The records –
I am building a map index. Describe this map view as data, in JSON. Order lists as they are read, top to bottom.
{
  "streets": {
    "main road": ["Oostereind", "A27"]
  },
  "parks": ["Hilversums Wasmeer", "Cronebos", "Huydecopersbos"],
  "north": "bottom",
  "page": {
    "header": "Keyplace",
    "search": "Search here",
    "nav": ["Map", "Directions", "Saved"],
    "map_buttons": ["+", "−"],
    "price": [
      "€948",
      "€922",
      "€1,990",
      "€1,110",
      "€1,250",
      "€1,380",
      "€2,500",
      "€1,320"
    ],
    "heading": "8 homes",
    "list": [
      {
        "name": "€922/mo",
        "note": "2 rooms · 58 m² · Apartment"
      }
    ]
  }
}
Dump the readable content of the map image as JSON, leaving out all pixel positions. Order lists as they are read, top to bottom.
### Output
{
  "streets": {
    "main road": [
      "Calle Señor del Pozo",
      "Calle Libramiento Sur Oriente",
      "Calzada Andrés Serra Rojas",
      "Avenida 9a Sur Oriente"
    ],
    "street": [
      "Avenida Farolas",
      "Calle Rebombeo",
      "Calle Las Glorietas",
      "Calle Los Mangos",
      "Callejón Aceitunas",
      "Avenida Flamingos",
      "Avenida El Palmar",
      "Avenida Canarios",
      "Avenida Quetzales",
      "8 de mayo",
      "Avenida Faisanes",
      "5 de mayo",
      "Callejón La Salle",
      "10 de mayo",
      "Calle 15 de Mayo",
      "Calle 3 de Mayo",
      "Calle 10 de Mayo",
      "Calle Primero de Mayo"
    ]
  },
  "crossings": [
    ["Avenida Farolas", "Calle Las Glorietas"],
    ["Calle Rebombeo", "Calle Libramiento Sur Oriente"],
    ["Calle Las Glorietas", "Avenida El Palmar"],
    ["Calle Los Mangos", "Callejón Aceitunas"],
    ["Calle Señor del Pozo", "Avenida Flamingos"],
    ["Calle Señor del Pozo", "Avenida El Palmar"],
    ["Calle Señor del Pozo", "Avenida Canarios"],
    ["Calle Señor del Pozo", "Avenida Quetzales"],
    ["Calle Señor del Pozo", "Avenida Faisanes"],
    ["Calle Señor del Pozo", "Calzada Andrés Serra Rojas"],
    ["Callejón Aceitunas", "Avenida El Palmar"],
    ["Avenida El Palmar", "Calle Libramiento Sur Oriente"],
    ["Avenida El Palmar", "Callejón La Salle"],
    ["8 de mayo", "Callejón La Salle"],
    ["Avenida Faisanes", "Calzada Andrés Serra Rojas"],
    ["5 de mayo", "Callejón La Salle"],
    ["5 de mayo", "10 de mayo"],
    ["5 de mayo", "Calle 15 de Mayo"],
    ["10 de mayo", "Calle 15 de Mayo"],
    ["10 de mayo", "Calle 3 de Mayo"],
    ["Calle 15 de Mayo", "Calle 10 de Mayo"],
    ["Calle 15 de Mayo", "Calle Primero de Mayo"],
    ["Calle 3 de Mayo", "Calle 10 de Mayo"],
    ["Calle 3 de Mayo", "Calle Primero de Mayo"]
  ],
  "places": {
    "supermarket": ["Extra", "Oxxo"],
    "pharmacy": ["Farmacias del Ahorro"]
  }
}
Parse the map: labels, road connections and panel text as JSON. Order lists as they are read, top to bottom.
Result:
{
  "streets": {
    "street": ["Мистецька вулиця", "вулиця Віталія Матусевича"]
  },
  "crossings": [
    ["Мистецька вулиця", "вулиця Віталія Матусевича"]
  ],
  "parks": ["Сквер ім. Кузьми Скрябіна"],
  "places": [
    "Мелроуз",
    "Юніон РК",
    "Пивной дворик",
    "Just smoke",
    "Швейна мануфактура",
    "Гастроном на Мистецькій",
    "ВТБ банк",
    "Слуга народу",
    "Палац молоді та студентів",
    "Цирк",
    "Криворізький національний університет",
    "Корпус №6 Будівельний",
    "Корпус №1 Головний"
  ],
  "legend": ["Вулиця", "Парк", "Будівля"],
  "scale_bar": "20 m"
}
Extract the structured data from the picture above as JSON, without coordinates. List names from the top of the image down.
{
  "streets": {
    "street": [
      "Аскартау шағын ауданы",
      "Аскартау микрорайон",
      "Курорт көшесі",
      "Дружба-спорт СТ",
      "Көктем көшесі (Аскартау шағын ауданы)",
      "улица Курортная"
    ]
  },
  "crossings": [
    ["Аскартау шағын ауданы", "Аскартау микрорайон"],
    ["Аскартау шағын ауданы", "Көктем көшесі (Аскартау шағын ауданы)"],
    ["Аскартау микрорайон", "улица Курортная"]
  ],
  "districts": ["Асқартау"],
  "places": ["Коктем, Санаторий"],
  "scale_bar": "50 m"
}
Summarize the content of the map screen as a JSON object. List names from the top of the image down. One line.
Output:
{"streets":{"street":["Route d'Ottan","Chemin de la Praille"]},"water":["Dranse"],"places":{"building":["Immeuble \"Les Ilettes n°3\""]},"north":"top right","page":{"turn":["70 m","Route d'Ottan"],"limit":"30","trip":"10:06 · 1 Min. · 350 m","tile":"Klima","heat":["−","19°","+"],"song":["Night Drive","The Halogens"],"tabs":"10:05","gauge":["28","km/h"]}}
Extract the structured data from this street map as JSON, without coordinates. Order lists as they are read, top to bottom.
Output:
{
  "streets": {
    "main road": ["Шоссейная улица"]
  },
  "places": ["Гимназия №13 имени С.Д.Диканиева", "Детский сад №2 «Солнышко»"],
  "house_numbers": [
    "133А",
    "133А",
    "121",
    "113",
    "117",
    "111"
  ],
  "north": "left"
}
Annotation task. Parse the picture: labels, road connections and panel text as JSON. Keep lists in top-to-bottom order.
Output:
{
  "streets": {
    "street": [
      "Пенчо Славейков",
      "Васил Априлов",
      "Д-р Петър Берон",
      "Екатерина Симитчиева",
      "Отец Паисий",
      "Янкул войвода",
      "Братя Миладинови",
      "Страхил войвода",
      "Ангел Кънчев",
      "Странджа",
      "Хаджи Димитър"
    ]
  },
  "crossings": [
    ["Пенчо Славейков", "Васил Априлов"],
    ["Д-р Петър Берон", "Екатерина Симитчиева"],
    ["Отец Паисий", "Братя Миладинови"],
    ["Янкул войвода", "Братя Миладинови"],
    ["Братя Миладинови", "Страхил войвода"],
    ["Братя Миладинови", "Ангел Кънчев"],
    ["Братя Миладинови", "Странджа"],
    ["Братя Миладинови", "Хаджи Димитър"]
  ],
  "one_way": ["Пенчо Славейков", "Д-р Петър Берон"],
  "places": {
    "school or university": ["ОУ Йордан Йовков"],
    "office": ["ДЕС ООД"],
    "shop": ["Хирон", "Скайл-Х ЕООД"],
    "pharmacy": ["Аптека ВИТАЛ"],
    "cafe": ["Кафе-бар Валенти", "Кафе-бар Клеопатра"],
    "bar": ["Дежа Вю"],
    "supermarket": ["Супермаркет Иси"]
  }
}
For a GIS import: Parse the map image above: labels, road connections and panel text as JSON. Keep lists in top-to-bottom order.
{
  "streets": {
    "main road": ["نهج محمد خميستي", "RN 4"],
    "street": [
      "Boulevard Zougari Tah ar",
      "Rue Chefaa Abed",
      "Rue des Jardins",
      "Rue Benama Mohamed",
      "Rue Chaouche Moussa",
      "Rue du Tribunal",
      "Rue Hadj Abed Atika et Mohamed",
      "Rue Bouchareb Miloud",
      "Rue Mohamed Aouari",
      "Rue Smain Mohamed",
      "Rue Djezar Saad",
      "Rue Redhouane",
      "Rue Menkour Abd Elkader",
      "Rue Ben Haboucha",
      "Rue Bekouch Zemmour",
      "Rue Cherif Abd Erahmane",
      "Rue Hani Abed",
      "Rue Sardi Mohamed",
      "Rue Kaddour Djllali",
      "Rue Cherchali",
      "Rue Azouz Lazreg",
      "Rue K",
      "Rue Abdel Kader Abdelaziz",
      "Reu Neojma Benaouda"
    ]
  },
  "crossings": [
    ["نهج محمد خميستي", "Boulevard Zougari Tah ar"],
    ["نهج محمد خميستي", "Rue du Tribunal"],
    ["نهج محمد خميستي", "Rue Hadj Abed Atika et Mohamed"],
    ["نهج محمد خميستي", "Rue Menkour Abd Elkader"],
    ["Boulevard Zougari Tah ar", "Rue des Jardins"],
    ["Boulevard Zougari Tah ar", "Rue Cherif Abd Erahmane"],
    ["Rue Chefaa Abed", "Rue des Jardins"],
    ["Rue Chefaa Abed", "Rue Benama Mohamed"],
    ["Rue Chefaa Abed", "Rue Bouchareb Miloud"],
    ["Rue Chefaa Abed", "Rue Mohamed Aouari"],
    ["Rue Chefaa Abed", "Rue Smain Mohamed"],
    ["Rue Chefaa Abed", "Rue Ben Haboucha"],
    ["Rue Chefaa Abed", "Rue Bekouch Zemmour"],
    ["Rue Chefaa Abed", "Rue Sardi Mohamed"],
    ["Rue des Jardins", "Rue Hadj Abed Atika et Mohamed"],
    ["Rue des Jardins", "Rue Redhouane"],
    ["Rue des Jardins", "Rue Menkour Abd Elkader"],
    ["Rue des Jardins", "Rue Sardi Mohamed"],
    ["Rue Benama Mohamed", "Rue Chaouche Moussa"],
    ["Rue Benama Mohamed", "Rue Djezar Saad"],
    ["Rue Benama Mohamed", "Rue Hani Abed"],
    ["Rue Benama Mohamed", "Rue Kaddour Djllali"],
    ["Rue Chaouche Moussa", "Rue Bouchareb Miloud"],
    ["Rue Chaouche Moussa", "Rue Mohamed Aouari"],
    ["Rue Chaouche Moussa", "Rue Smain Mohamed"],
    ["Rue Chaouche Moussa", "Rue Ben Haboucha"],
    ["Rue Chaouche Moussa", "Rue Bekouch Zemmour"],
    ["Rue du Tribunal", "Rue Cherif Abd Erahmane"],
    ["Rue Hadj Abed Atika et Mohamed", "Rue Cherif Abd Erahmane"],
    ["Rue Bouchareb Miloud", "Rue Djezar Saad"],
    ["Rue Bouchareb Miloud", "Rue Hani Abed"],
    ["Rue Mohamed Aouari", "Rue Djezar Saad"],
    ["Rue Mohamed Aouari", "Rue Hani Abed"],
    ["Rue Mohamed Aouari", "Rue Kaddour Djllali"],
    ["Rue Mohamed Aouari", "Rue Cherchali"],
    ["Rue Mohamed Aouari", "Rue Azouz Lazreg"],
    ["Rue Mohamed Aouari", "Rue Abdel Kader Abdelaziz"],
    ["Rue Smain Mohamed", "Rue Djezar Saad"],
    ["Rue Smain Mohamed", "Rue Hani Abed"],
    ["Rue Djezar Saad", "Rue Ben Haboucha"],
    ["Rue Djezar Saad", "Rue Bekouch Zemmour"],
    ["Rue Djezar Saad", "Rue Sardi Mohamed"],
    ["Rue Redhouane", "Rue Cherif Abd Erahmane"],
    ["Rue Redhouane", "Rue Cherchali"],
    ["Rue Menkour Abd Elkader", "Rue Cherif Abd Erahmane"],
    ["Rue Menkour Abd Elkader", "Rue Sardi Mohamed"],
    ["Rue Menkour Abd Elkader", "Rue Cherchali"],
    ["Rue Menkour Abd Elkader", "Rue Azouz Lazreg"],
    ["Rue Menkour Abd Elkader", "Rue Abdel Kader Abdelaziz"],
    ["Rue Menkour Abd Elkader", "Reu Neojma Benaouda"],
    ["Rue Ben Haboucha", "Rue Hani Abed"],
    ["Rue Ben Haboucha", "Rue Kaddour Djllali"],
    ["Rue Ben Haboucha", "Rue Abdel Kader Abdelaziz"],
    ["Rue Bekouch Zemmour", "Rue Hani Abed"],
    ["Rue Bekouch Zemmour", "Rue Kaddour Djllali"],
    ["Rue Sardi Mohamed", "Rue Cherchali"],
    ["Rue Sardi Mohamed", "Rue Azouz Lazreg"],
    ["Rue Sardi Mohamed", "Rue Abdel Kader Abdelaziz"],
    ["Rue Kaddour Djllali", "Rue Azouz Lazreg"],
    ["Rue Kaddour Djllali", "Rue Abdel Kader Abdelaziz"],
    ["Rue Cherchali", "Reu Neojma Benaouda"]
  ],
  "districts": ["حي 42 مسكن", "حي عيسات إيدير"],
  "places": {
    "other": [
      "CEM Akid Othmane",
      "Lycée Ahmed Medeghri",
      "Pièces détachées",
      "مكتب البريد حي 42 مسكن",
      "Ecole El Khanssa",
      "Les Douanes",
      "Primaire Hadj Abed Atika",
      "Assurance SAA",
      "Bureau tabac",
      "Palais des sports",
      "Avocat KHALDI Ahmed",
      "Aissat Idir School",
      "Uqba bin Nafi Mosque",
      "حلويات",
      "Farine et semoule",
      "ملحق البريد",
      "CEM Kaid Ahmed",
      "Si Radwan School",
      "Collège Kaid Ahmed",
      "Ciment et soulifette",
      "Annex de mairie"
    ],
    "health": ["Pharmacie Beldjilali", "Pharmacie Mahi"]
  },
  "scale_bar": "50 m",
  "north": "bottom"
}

Problem to solve –
Return the lines exactly as they stand, please. Start at the top of the material and finish with the line where "Dump the readable" appears.

Solution to this task –
I am building a map index. Describe this map view as data, in JSON. Order lists as they are read, top to bottom.
{
  "streets": {
    "main road": ["Oostereind", "A27"]
  },
  "parks": ["Hilversums Wasmeer", "Cronebos", "Huydecopersbos"],
  "north": "bottom",
  "page": {
    "header": "Keyplace",
    "search": "Search here",
    "nav": ["Map", "Directions", "Saved"],
    "map_buttons": ["+", "−"],
    "price": [
      "€948",
      "€922",
      "€1,990",
      "€1,110",
      "€1,250",
      "€1,380",
      "€2,500",
      "€1,320"
    ],
    "heading": "8 homes",
    "list": [
      {
        "name": "€922/mo",
        "note": "2 rooms · 58 m² · Apartment"
      }
    ]
  }
}
Dump the readable content of the map image as JSON, leaving out all pixel positions. Order lists as they are read, top to bottom.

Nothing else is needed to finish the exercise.